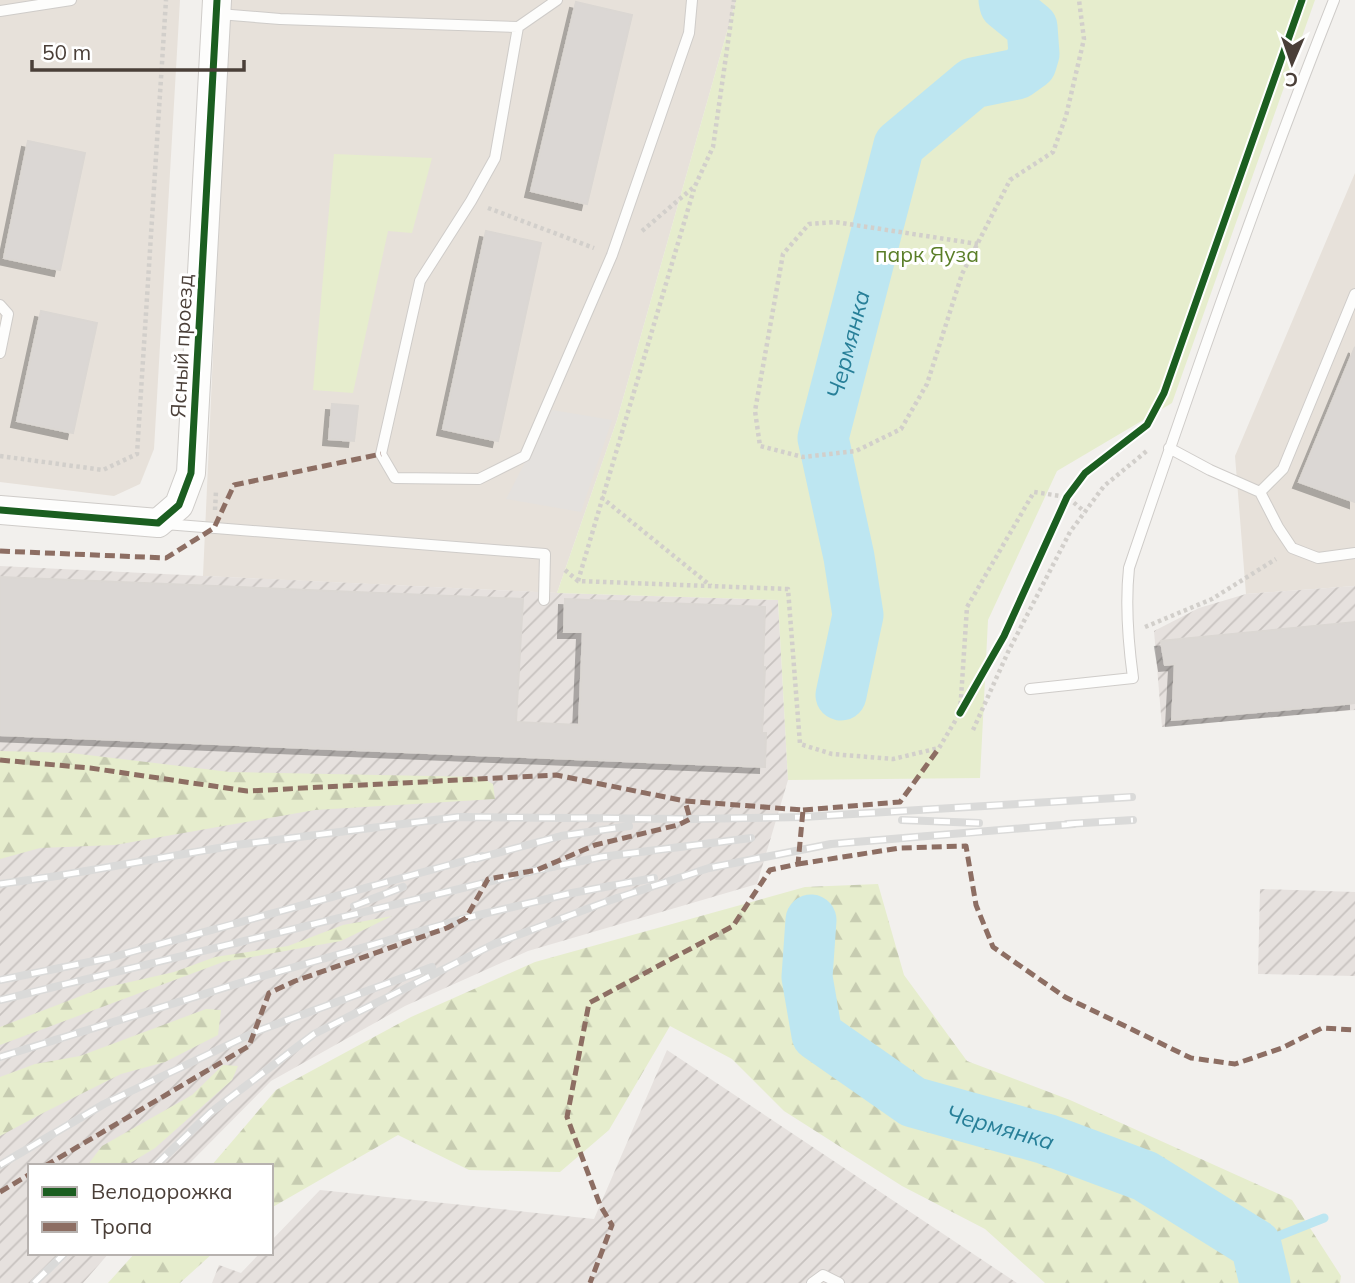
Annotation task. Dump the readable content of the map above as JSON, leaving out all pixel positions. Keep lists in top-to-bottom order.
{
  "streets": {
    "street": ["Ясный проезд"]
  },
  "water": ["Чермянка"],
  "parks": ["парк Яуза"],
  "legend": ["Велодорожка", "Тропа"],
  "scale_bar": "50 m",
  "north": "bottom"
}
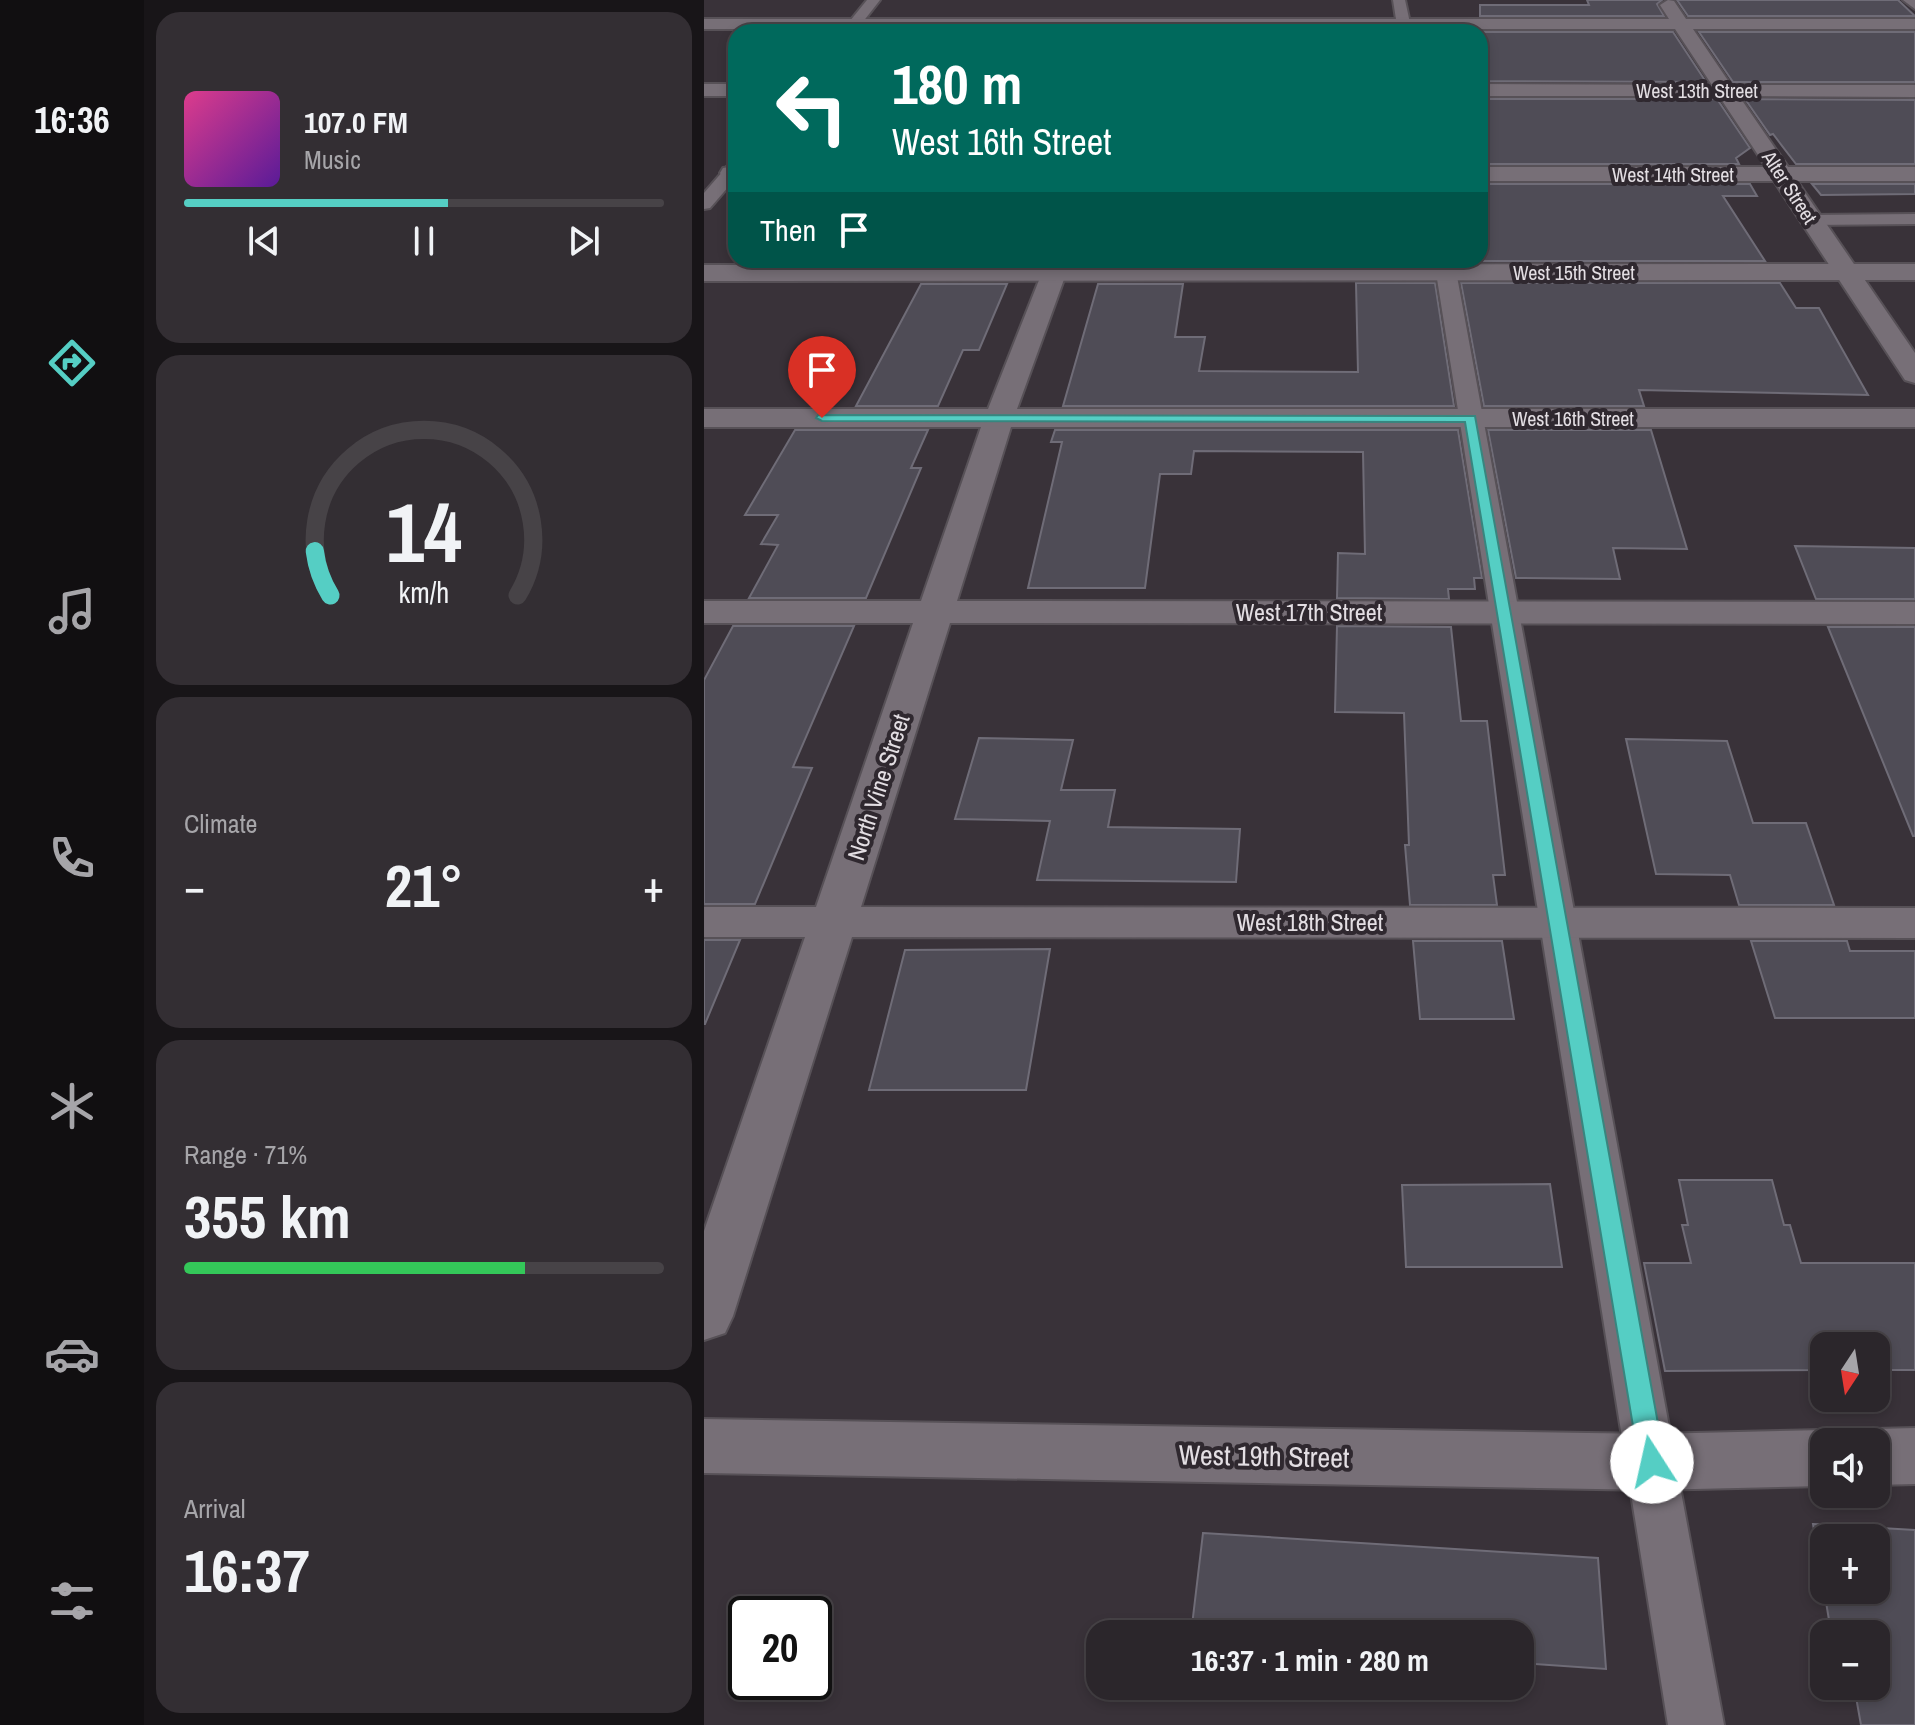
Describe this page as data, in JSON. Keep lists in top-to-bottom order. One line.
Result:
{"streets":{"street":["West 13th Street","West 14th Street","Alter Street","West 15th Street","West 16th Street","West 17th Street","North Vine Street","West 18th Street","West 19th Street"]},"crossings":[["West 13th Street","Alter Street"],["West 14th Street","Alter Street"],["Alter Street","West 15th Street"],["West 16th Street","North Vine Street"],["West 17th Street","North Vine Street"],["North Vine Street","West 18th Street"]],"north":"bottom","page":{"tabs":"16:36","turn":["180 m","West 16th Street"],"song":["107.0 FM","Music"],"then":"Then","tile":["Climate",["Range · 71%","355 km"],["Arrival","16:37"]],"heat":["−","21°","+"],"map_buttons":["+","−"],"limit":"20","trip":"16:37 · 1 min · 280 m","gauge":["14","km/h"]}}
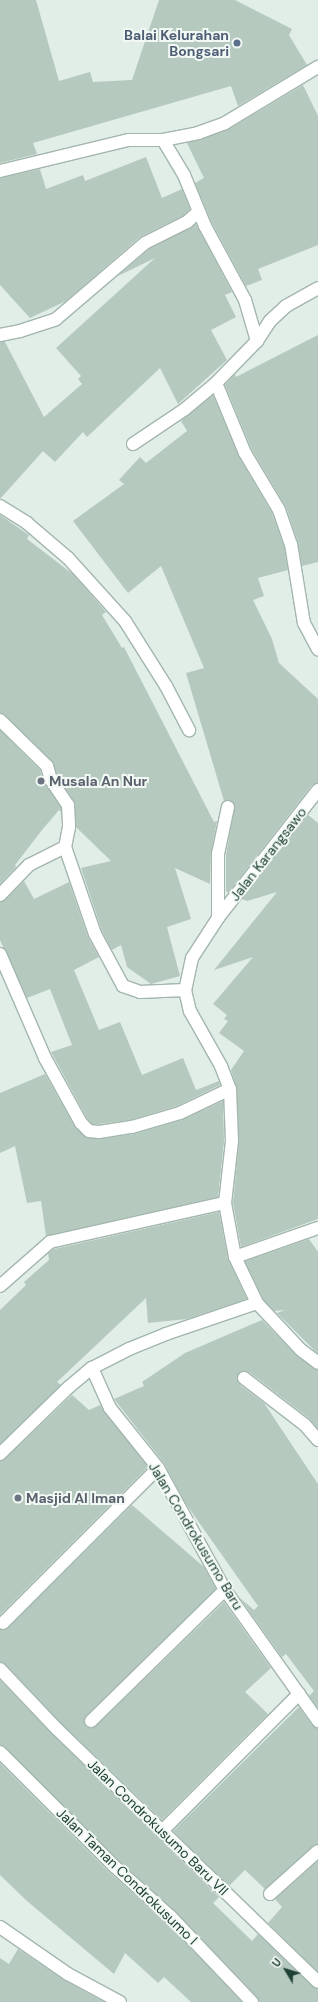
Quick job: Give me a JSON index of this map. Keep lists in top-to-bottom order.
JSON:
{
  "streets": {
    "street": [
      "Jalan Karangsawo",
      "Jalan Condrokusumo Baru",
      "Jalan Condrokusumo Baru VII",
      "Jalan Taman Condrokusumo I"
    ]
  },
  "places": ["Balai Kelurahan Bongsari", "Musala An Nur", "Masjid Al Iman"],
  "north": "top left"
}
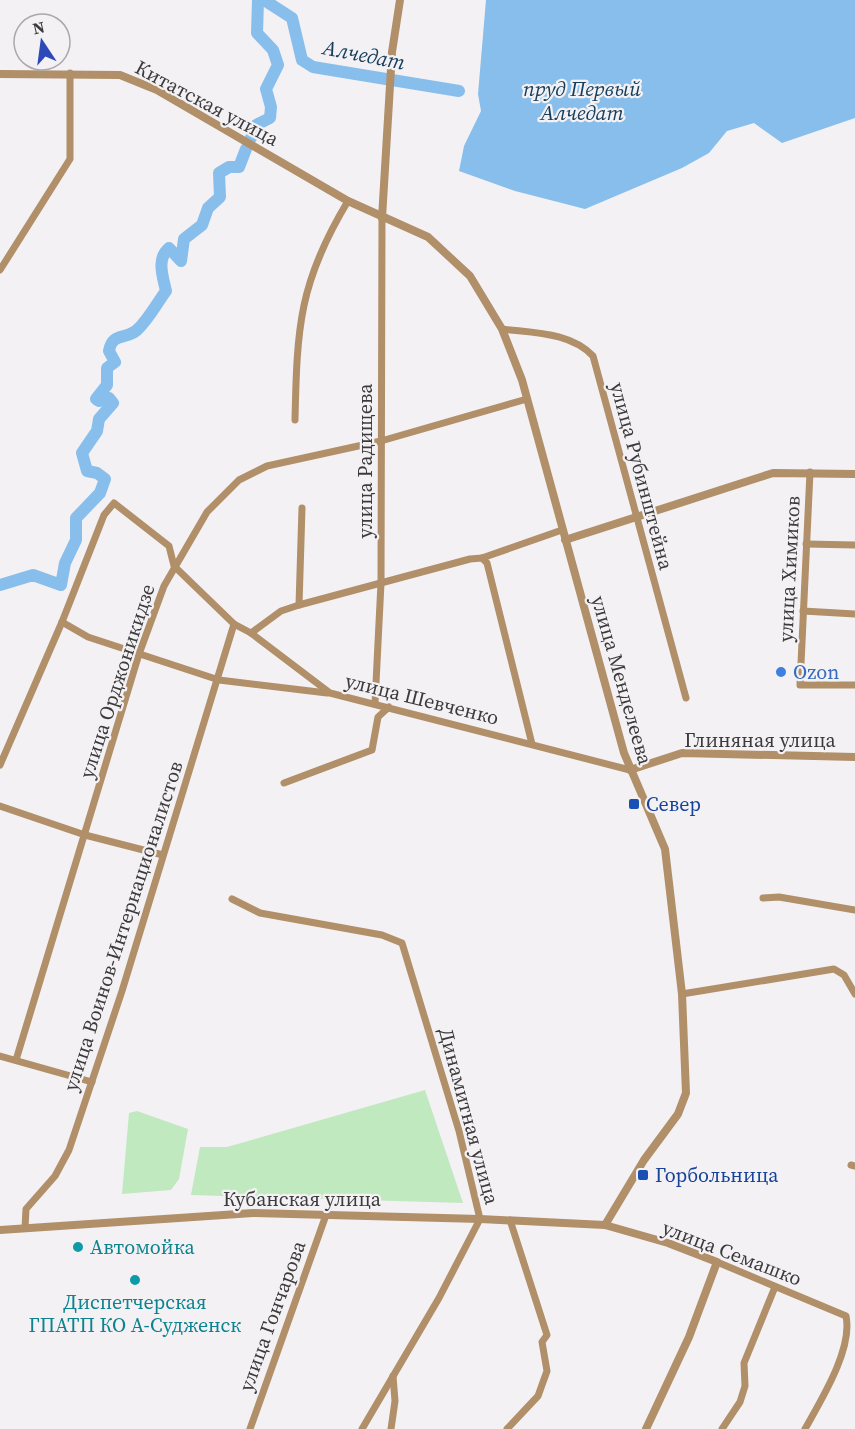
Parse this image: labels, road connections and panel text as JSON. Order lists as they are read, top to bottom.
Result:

************

» TASK REQUIREMENTS
Every record above must be printed exactly, except for its images.

» ANSWER BOX
Annotation task. Dump the readable content of the map above as JSON, leaving out all pixel positions. Keep lists in top-to-bottom order.
{
  "streets": {
    "street": ["Ясный проезд"]
  },
  "water": ["Чермянка"],
  "parks": ["парк Яуза"],
  "legend": ["Велодорожка", "Тропа"],
  "scale_bar": "50 m",
  "north": "bottom"
}
Describe this page as data, in JSON. Keep lists in top-to-bottom order. One line.
Result:
{"streets":{"street":["West 13th Street","West 14th Street","Alter Street","West 15th Street","West 16th Street","West 17th Street","North Vine Street","West 18th Street","West 19th Street"]},"crossings":[["West 13th Street","Alter Street"],["West 14th Street","Alter Street"],["Alter Street","West 15th Street"],["West 16th Street","North Vine Street"],["West 17th Street","North Vine Street"],["North Vine Street","West 18th Street"]],"north":"bottom","page":{"tabs":"16:36","turn":["180 m","West 16th Street"],"song":["107.0 FM","Music"],"then":"Then","tile":["Climate",["Range · 71%","355 km"],["Arrival","16:37"]],"heat":["−","21°","+"],"map_buttons":["+","−"],"limit":"20","trip":"16:37 · 1 min · 280 m","gauge":["14","km/h"]}}
Quick job: Give me a JSON index of this map. Keep lists in top-to-bottom order.
JSON:
{
  "streets": {
    "street": [
      "Jalan Karangsawo",
      "Jalan Condrokusumo Baru",
      "Jalan Condrokusumo Baru VII",
      "Jalan Taman Condrokusumo I"
    ]
  },
  "places": ["Balai Kelurahan Bongsari", "Musala An Nur", "Masjid Al Iman"],
  "north": "top left"
}
Parse this image: labels, road connections and panel text as JSON. Order lists as they are read, top to bottom.
Result:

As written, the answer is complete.